Padise
Naturally favourable conditions for community living and sourcing food allowed people to settle in the Padise area more than 4000 years ago. Several settlements date back to the Iron Age such as the village of Ranna, in Kõmmaste, Padise City Mountain and the Old Town Mountain.
Fortress Hill of Padise.
Fortress Hill of Padise
Fortress Hill of Padise is a medium-sized ancient fortress with an area of approximately 3,300 m2. This location was chosen as it was naturally well-protected from three sides by a river bank with steep slopes up to 14 m high. It is possible that when the fortress was built, its slopes were raised even steeper. The Fortress Hill of Padise has not been inhabited continuously, it has only been used for defence purposes, especially during the Viking era. It was an ideal place for controlling the mouth of the river Padise and managing the port, as the Paldiski Bay stretched over a kilometer to the inland, offering a landing site hidden from western winds.

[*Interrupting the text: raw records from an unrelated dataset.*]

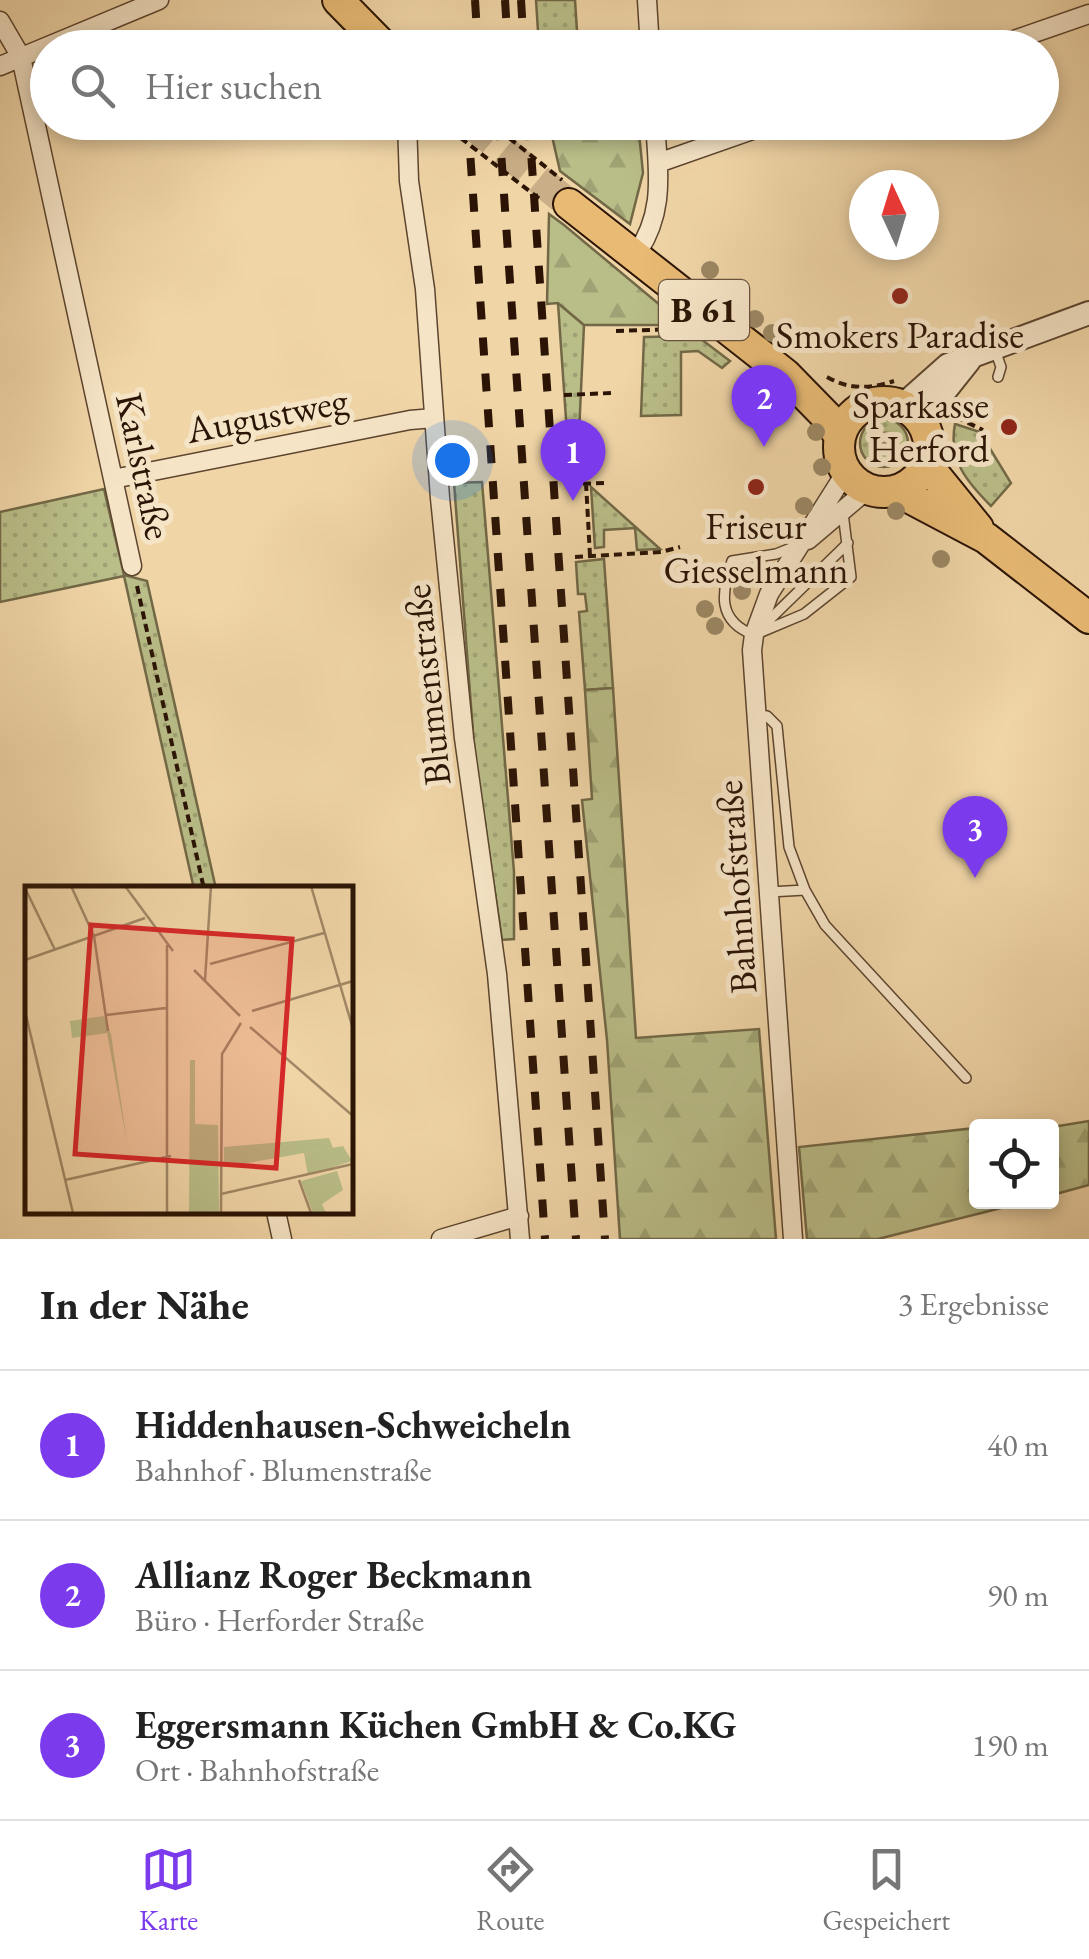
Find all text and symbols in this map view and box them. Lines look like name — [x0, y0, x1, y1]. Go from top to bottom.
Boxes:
search box — [30, 30, 1059, 140]
icon: search — [65, 58, 120, 113]
text: Hier suchen — [145, 61, 322, 110]
north arrow — [849, 170, 939, 260]
road number: B 61 — [659, 280, 749, 340]
marker: Smokers Paradise — [889, 285, 911, 307]
place label: Smokers Paradise — [776, 310, 1024, 359]
pin: 2 — [732, 364, 796, 447]
street label: Augustweg — [181, 375, 352, 454]
place label: Sparkasse Herford — [852, 380, 990, 473]
street label: Karlstraße — [105, 388, 184, 544]
marker: Sparkasse Herford — [998, 416, 1020, 438]
pin: 1 — [540, 418, 606, 501]
your location — [427, 435, 478, 486]
marker: Friseur Giesselmann — [745, 476, 767, 498]
place label: Friseur Giesselmann — [663, 501, 849, 594]
street label: Blumenstraße — [392, 582, 461, 788]
street label: Bahnhofstraße — [704, 779, 767, 995]
pin: 3 — [942, 796, 1008, 878]
inset map — [25, 886, 352, 1214]
map controls — [969, 1119, 1059, 1209]
button: locate — [969, 1119, 1059, 1209]
text: In der Nähe — [40, 1277, 249, 1332]
text: 3 Ergebnisse — [898, 1283, 1049, 1325]
text: Hiddenhausen-Schweicheln — [135, 1400, 571, 1449]
text: 1 — [64, 1424, 81, 1466]
text: 40 m — [987, 1424, 1049, 1466]
text: Bahnhof · Blumenstraße — [135, 1449, 432, 1491]
text: Allianz Roger Beckmann — [135, 1550, 532, 1599]
text: 2 — [64, 1574, 81, 1616]
text: 90 m — [987, 1574, 1049, 1616]
text: Büro · Herforder Straße — [135, 1599, 424, 1641]
text: Eggersmann Küchen GmbH & Co.KG — [135, 1700, 737, 1749]
text: 3 — [64, 1724, 81, 1766]
text: 190 m — [972, 1724, 1049, 1766]
text: Ort · Bahnhofstraße — [135, 1749, 379, 1791]
tab: Karte — [139, 1842, 198, 1938]
tab: Route — [476, 1842, 545, 1938]
tab: Gespeichert — [822, 1842, 950, 1938]

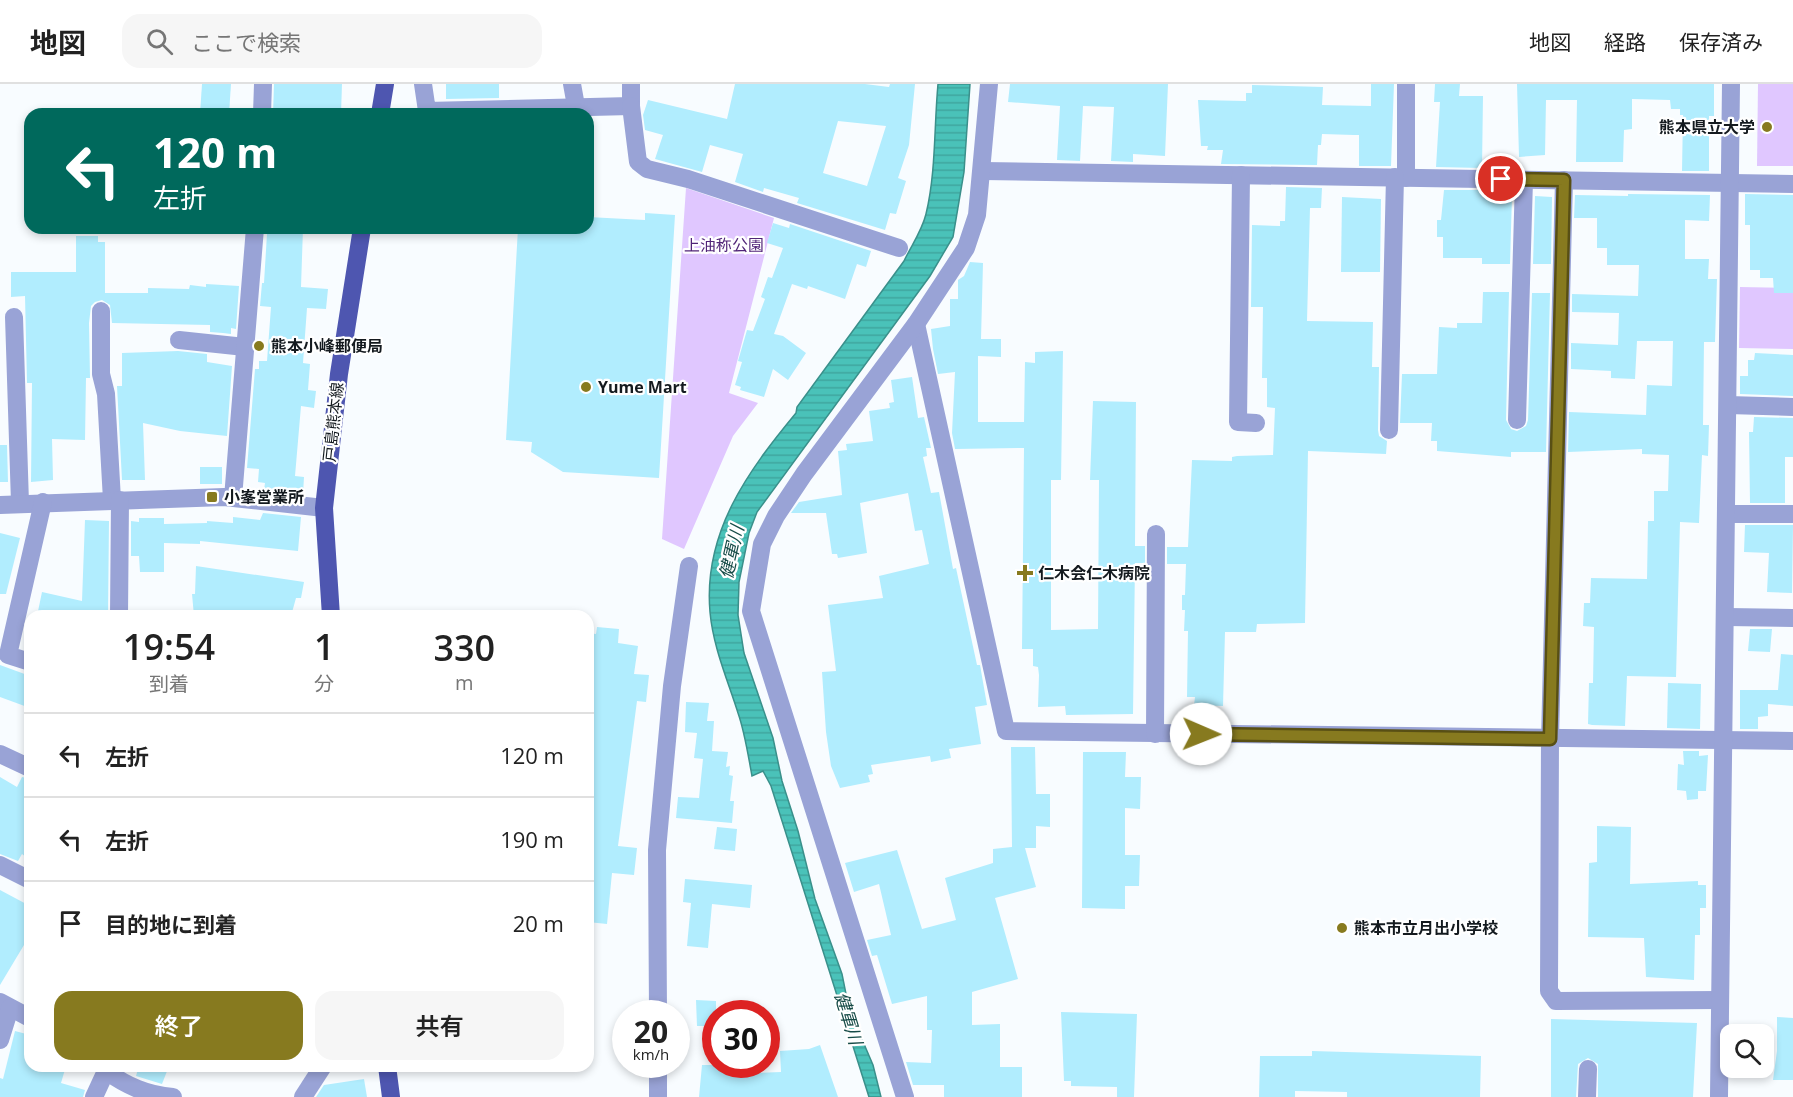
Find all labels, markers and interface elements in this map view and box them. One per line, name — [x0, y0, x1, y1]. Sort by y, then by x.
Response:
search box — [122, 14, 542, 68]
text: 地図 — [30, 23, 86, 61]
icon: search — [143, 25, 176, 58]
text: ここで検索 — [191, 27, 301, 57]
text: 地図 — [1529, 28, 1571, 56]
text: 経路 — [1604, 28, 1646, 56]
text: 保存済み — [1679, 28, 1763, 56]
place label: 熊本県立大学 — [1659, 116, 1755, 138]
marker: 熊本県立大学 — [1760, 120, 1774, 134]
text: 120 m — [153, 123, 277, 180]
icon: left — [54, 132, 132, 210]
pin — [1475, 153, 1526, 204]
icon: arrive — [1484, 162, 1517, 195]
text: 左折 — [153, 179, 207, 216]
park label: 上油称公園 — [684, 234, 764, 256]
place label: 熊本小峰郵便局 — [271, 335, 383, 357]
marker: 熊本小峰郵便局 — [252, 339, 266, 353]
place label: Yume Mart — [598, 376, 687, 398]
marker: Yume Mart — [579, 380, 593, 394]
street label: 戸島熊本線 — [318, 381, 348, 463]
place label: 小峯営業所 — [224, 486, 304, 508]
marker: 小峯営業所 — [205, 490, 219, 504]
water label: 健軍川 — [713, 521, 749, 581]
place label: 仁木会仁木病院 — [1038, 562, 1150, 584]
marker: 仁木会仁木病院 — [1016, 564, 1034, 582]
text: 19:54 — [123, 622, 215, 671]
text: 1 — [314, 622, 335, 671]
text: 330 — [433, 623, 495, 672]
text: m — [455, 669, 474, 696]
text: 到着 — [149, 670, 189, 697]
text: 分 — [314, 670, 334, 697]
position arrow — [1169, 702, 1233, 766]
icon: left — [54, 739, 87, 772]
text: 120 m — [500, 740, 564, 770]
text: 左折 — [105, 741, 149, 771]
icon: left — [54, 823, 87, 856]
text: 190 m — [500, 824, 564, 854]
text: 左折 — [105, 825, 149, 855]
icon: arrive — [54, 907, 87, 940]
text: 20 m — [513, 908, 564, 938]
text: 目的地に到着 — [105, 909, 237, 939]
place label: 熊本市立月出小学校 — [1354, 917, 1498, 939]
marker: 熊本市立月出小学校 — [1335, 921, 1349, 935]
water label: 健軍川 — [830, 989, 869, 1049]
button: 終了 — [54, 991, 303, 1060]
button: 共有 — [315, 991, 564, 1060]
speed limit sign: 30 — [702, 1000, 780, 1078]
text: 20 — [634, 1011, 668, 1052]
map controls — [1720, 1024, 1774, 1078]
button: search — [1720, 1024, 1774, 1078]
text: km/h — [633, 1044, 669, 1064]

Archaeologists have suggested that the new fortification phase of the Fortress Hill of Padise took place in the late 12th or early 13th century.


After the end of the Livonian War on August 22, 1622 Swedish King Gustav Adolf II gifted the Padise Monastery to the Mayor of Riga, Thomas Ramm.
The first rooms of the manor were built by Thomas Ramm inside the former monastery walls. For this, new openings for windows and doors were cut into the walls. Partitions, stoves and fireplaces were built, and the church room was divided in half.
The 17th century can be considered the prosperity of Padise manor. In the fire of 1766, the manor was destroyed.
The new house, which was built after the fire, was built next to a former moat and it was initially a modest wooden building. The second floor of the building was not completed until the 1850s. By now, both the manor house and the servant’s wing have been restored, and the manor’s park and pond have been tidied up. Today the manor is a home to a hotel and restaurant.


A few hundred meters from the ruins of the monastery is a stable built in the 19th century with interesting architecture, central colonnade and a courtyard. Today this building houses a store and a caffe.


Community house of Padise
The Padise community house, or the central building of the former Koidula collective farm (architect Siiri Kasemets), is one of the best examples of Estonian modernism. The building was completed as a reflection of the cattle castle of Padise manor and has been called one of the most economical and delicate outputs of modern environmental awareness and a masterpiece of rural architecture of the 1970s.